A submerged supply ship that in 1796 didn’t make it all the way from Calcutta to what is now Sydney was found in the 1990s off southeastern Australia. Seagrass meadows had protected its cargo, including bottles of beer, from microbes, decomposition, and the waves. Since 2015, yeast from that beer has been used to make commercial beer.
Around the Australian coast, Serrano believes, seagrass beds will have preserved thousands of wrecks of explorers’ ships and “could even hold secrets of seafaring by Aboriginal Australians.” He and his colleagues are now cross-referencing historic records and maps of seagrass meadows.
Seagrass fuels tourism — and mitigates global warming
That kind of naval romance can, of course, spark tourism, and so can healthier shorelines. The Edith Cowan University researchers have worked with state and local governments to develop practices that protect marine ecosystems from development projects. They have also helped local governments alleviate problems related to sea wrack — that stench!
On Rottnest Island, just offshore from Perth, they have assessed the health of seagrass and advised the local council on how to restore damaged areas of it.
That’s an issue that directly affects tourism. Brochures boast that nine species of seagrass found around the island provide for numerous marine animals including nesting sea turtles.
Perhaps the major payoff of the work of Serrano and his colleagues, however, is, as he puts it, that “there is money to be made in the restoration and protection of blue carbon ecosystems in Australia.”
The Australian government is developing ways that various entities — industry, but also non-governmental organizations and local governments — can invest in blue carbon to offset their carbon emissions.

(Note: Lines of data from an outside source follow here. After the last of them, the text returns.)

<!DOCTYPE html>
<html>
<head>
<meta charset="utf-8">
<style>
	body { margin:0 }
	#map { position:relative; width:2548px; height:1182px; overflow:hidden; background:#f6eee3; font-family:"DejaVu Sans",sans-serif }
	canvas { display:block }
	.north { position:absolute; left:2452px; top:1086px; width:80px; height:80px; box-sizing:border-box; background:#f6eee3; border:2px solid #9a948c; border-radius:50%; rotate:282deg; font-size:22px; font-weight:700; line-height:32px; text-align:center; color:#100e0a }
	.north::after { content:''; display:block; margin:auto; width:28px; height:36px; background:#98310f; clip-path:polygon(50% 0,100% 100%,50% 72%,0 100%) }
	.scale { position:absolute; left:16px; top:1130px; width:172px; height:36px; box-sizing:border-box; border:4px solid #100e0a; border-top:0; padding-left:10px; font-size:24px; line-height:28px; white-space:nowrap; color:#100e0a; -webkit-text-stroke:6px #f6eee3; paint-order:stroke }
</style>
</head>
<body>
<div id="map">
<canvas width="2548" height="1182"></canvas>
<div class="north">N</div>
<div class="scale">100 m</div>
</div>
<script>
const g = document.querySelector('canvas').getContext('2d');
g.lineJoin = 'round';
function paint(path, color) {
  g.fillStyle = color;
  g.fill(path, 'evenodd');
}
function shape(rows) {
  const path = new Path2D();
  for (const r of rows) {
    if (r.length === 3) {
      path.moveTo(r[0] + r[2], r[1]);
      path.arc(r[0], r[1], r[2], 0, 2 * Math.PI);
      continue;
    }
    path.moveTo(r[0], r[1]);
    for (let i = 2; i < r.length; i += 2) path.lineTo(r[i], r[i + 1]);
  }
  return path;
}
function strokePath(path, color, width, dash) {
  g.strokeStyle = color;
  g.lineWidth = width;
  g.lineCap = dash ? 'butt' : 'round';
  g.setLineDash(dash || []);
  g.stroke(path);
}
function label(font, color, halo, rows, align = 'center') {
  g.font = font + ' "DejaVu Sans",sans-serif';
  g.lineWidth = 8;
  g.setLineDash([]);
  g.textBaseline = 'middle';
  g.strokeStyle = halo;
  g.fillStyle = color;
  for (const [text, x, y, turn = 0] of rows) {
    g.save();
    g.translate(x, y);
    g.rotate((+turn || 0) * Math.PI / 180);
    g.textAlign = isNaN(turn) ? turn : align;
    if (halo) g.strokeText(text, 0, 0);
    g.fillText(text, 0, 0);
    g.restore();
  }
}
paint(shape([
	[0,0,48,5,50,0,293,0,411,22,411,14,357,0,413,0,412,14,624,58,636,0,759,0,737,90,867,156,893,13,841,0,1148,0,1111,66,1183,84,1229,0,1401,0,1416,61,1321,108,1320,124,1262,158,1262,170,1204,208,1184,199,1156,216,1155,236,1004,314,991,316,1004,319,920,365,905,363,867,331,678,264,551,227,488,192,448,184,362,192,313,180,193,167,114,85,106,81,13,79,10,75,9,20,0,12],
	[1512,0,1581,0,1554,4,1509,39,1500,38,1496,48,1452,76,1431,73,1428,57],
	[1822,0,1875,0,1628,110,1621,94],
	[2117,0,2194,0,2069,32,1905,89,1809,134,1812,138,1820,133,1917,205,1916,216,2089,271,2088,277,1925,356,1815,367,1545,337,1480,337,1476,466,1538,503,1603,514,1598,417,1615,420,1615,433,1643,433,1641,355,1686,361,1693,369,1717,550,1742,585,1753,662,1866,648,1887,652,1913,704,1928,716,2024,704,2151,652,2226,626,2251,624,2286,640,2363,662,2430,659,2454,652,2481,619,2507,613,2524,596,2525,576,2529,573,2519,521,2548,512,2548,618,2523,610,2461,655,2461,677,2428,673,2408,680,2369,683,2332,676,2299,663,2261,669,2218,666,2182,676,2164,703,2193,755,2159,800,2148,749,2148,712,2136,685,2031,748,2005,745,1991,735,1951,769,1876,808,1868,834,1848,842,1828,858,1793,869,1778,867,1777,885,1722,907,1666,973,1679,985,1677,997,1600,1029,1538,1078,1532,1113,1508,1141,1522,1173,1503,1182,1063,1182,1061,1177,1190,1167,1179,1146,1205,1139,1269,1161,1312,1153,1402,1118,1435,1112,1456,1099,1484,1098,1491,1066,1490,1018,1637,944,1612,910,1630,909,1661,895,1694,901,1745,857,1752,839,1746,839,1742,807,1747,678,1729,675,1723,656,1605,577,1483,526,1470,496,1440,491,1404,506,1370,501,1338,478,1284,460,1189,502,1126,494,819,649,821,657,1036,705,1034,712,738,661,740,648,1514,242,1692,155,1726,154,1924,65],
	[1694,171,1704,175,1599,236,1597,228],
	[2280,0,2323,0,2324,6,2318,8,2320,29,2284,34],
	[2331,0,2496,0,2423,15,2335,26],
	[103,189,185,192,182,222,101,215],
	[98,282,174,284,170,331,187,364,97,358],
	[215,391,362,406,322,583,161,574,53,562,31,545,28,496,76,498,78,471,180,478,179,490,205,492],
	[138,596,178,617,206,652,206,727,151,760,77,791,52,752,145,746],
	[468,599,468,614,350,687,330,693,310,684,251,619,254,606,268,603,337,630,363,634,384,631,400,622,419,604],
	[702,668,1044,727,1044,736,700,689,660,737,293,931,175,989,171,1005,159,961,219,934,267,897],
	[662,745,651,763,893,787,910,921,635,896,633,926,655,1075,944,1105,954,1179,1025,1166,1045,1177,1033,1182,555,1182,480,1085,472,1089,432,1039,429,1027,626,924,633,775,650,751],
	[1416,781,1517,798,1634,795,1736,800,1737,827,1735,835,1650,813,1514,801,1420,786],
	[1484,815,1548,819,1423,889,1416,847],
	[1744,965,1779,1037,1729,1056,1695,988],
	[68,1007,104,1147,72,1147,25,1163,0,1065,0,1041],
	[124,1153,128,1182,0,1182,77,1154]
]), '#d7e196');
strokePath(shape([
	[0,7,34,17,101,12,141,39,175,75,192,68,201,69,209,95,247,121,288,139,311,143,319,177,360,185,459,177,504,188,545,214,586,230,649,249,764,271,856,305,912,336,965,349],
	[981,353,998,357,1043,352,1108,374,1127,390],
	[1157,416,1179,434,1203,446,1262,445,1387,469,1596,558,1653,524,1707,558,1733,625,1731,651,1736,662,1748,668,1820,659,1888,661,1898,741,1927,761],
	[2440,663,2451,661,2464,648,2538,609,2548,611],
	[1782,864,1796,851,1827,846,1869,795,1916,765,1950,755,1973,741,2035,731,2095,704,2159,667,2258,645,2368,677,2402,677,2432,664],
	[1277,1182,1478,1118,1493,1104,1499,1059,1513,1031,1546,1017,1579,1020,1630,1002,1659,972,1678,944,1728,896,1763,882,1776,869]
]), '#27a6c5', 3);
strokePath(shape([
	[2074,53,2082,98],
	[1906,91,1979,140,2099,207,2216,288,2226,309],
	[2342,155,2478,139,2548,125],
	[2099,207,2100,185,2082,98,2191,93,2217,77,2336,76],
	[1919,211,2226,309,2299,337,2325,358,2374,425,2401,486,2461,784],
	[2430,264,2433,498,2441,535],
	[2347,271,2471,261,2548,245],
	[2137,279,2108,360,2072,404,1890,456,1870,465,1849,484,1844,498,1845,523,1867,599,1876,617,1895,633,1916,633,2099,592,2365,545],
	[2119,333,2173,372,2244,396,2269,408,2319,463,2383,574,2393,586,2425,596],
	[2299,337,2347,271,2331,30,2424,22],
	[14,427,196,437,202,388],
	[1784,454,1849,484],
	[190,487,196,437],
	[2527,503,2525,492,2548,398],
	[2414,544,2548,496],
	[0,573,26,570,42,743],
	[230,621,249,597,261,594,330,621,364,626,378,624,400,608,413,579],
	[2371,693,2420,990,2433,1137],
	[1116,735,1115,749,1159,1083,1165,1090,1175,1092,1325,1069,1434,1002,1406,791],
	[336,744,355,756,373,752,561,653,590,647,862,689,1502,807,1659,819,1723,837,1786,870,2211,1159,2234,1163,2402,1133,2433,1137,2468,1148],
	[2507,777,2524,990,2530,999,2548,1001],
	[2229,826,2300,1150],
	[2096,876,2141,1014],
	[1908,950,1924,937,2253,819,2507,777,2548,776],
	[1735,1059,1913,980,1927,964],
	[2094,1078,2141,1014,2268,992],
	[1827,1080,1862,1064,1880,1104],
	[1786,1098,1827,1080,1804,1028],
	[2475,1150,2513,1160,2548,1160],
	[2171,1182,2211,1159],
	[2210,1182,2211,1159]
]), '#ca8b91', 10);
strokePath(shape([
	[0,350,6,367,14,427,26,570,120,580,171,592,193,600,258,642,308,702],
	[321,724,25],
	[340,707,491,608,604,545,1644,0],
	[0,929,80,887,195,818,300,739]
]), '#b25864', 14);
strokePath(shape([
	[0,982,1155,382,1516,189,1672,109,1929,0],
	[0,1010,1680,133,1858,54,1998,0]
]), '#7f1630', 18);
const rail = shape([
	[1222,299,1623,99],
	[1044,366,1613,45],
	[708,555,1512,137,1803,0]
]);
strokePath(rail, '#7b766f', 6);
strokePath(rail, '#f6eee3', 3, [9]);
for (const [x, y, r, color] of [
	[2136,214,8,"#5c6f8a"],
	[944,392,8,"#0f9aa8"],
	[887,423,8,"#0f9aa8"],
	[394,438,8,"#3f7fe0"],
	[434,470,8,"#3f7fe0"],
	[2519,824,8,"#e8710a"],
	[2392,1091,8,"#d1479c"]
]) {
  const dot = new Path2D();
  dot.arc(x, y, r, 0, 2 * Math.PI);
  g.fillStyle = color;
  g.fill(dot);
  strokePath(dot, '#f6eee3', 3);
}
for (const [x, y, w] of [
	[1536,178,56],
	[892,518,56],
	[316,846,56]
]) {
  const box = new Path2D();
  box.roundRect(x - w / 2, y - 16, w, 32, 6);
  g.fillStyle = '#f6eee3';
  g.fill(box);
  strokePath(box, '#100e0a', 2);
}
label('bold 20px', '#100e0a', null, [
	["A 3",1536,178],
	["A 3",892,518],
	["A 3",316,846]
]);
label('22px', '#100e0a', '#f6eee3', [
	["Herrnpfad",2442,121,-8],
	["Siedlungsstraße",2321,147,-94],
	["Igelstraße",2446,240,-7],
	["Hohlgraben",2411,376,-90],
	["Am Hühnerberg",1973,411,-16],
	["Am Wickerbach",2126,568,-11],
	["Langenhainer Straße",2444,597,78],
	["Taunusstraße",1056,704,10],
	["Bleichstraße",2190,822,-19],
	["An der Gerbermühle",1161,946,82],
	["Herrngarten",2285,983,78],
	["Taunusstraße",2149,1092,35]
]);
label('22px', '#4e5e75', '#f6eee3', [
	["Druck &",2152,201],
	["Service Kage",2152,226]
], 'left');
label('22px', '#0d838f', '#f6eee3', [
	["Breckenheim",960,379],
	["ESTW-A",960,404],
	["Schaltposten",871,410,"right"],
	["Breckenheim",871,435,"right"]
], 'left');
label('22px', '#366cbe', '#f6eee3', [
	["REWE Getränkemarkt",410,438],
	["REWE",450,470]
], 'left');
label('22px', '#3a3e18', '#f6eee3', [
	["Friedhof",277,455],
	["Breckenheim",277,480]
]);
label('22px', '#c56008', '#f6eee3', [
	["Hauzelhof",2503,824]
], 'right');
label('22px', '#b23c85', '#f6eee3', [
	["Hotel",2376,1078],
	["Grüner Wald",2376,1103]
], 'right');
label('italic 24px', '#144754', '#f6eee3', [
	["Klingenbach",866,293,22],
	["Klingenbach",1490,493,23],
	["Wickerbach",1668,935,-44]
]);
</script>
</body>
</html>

The researchers see a potential for blue-carbon projects to reap millions of dollars each year from the Australian government’s Emissions Reduction Fund.
"Those projects could take the form of replanting seagrass meadows, restoring mangroves by reflooding, or preventing expected losses through environmental management," Serrano says.
He adds that because Australia has so much of the world’s blue-carbon ecosystems — an estimated 10 percent of them — “there’s enormous potential for us to take a lead role.”